### WHAT THE TASK REQUIRES
In the entries below, find every line holding the string "above" and collect it.

--- RECORDS FOR THIS TASK Enclosed Below ---

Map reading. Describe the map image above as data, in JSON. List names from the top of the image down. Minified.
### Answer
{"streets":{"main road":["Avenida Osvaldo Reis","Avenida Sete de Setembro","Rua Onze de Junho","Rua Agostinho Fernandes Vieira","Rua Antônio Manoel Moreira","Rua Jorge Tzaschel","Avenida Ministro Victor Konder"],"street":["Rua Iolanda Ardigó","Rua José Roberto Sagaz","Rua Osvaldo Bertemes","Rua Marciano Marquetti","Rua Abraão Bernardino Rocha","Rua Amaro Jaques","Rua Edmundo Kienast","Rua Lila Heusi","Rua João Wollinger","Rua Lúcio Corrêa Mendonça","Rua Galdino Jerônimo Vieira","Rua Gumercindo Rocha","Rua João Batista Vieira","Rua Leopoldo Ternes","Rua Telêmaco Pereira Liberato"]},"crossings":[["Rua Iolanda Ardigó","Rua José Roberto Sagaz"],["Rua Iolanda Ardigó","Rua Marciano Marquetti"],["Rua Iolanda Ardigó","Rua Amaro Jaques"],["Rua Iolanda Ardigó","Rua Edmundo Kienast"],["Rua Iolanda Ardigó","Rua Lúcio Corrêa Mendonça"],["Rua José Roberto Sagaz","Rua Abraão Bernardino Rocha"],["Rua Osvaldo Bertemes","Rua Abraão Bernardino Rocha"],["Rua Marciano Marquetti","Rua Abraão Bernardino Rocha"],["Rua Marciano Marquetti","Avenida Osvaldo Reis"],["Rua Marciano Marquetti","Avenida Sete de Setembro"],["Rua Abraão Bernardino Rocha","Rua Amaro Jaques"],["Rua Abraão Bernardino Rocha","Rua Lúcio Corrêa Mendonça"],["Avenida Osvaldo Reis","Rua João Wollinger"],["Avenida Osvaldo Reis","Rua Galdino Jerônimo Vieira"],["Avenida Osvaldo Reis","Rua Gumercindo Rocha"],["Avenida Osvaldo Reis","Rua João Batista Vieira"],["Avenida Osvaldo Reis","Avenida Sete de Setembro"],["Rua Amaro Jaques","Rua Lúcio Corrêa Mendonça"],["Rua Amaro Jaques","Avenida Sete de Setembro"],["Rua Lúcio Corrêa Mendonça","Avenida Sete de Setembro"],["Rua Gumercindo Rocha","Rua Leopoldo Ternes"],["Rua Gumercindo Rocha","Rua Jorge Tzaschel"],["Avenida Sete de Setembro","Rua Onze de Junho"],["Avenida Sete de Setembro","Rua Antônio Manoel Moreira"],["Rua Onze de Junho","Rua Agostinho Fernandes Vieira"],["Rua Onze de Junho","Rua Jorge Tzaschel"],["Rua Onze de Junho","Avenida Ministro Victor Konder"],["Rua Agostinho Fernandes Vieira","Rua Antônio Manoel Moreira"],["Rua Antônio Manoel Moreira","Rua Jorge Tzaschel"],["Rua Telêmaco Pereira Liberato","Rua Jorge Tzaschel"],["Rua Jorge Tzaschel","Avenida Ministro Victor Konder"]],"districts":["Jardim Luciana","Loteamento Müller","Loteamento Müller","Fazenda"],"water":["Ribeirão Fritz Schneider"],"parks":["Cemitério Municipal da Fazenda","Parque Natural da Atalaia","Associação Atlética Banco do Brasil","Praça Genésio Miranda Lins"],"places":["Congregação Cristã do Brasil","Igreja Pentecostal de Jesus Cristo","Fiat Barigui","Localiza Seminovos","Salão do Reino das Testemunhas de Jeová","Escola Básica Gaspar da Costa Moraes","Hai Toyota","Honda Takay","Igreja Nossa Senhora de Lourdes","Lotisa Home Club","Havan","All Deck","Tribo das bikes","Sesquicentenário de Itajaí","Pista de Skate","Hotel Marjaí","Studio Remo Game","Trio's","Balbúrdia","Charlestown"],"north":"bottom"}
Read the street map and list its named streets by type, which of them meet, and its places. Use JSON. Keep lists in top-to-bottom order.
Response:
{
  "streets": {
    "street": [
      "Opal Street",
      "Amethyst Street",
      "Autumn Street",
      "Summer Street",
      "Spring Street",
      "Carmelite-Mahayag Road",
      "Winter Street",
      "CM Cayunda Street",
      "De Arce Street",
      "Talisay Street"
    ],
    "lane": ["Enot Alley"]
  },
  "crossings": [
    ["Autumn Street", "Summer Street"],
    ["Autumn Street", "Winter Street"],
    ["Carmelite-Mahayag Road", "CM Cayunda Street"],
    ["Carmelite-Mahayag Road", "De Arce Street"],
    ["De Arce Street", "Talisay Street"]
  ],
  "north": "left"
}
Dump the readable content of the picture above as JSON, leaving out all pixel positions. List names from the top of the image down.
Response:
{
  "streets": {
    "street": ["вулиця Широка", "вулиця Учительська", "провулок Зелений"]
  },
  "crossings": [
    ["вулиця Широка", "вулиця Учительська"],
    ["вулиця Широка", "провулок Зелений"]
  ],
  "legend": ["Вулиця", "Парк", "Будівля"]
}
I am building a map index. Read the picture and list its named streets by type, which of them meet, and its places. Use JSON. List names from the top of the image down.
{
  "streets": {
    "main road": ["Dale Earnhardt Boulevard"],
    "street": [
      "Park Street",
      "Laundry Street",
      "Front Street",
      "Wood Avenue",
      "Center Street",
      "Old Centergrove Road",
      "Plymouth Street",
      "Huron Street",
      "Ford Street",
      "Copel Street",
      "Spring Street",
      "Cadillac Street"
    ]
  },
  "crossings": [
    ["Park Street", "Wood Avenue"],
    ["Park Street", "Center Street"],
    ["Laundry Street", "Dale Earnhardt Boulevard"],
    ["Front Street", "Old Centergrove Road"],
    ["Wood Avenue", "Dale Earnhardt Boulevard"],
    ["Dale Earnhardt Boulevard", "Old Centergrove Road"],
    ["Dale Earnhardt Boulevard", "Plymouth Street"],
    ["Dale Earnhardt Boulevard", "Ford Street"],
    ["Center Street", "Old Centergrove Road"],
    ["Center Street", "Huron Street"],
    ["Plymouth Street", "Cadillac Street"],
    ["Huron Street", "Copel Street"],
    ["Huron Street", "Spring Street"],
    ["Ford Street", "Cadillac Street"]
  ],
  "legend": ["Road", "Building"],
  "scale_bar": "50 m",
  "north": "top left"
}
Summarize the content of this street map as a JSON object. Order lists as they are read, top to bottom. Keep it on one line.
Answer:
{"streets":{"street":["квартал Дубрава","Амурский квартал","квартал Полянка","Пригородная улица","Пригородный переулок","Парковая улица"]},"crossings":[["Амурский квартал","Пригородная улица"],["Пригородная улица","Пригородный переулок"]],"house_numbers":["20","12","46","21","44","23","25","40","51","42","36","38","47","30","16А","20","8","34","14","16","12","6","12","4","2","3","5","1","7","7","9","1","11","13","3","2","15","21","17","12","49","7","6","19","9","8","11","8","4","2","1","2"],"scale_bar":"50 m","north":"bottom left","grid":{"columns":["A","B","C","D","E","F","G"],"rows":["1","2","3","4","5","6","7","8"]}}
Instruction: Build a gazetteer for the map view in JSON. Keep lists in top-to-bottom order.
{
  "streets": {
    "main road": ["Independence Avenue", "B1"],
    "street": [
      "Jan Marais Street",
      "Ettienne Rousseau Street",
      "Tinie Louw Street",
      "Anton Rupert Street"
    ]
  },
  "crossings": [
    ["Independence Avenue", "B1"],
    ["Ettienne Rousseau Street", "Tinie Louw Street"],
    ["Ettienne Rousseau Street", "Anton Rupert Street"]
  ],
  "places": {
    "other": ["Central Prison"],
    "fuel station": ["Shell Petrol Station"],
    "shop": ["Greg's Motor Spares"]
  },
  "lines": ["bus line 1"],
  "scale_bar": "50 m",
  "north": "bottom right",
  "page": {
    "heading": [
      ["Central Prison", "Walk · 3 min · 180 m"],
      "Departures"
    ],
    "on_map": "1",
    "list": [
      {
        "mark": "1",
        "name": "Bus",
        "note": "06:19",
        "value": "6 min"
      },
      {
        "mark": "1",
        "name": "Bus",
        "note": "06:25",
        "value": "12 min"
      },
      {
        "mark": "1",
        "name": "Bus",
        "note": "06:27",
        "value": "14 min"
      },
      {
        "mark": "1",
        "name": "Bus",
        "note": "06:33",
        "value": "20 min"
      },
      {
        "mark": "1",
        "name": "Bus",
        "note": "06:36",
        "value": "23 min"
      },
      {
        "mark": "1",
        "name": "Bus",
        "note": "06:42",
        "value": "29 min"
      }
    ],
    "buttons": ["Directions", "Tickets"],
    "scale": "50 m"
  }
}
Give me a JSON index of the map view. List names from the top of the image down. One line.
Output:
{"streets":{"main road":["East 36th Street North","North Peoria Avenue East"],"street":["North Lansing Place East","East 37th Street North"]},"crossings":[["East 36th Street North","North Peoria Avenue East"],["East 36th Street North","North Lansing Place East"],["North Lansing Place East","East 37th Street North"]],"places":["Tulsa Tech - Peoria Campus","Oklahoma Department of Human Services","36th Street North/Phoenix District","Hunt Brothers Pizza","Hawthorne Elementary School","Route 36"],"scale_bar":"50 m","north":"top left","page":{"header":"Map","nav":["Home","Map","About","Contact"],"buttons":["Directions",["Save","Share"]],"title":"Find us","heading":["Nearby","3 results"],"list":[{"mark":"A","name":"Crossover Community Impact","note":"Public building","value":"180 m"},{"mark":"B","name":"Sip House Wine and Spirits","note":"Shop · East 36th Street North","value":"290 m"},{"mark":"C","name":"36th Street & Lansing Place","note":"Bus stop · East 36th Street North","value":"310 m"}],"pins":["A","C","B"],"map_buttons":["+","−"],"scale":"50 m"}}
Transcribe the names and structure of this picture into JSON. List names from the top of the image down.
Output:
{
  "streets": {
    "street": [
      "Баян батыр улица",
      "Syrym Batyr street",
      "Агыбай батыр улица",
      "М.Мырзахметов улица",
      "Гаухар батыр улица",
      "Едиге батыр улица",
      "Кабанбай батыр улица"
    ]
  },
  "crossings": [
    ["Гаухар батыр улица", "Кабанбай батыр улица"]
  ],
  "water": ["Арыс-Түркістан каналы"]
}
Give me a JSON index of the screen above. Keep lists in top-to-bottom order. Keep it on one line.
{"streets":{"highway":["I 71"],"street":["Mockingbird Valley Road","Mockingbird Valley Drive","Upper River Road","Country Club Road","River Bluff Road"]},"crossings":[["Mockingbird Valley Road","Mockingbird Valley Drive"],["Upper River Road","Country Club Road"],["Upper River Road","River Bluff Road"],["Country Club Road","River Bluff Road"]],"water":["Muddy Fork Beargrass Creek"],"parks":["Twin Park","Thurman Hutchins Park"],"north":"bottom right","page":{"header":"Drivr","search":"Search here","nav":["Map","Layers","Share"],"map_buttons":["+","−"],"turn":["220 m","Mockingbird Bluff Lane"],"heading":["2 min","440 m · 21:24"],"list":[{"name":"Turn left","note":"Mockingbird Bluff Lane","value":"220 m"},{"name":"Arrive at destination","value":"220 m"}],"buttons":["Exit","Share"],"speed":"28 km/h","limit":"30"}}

--- End of Enclosed RECORDS FOR THIS TASK ---

### TASK SOLUTION
Map reading. Describe the map image above as data, in JSON. List names from the top of the image down. Minified.
Dump the readable content of the picture above as JSON, leaving out all pixel positions. List names from the top of the image down.
Give me a JSON index of the screen above. Keep lists in top-to-bottom order. Keep it on one line.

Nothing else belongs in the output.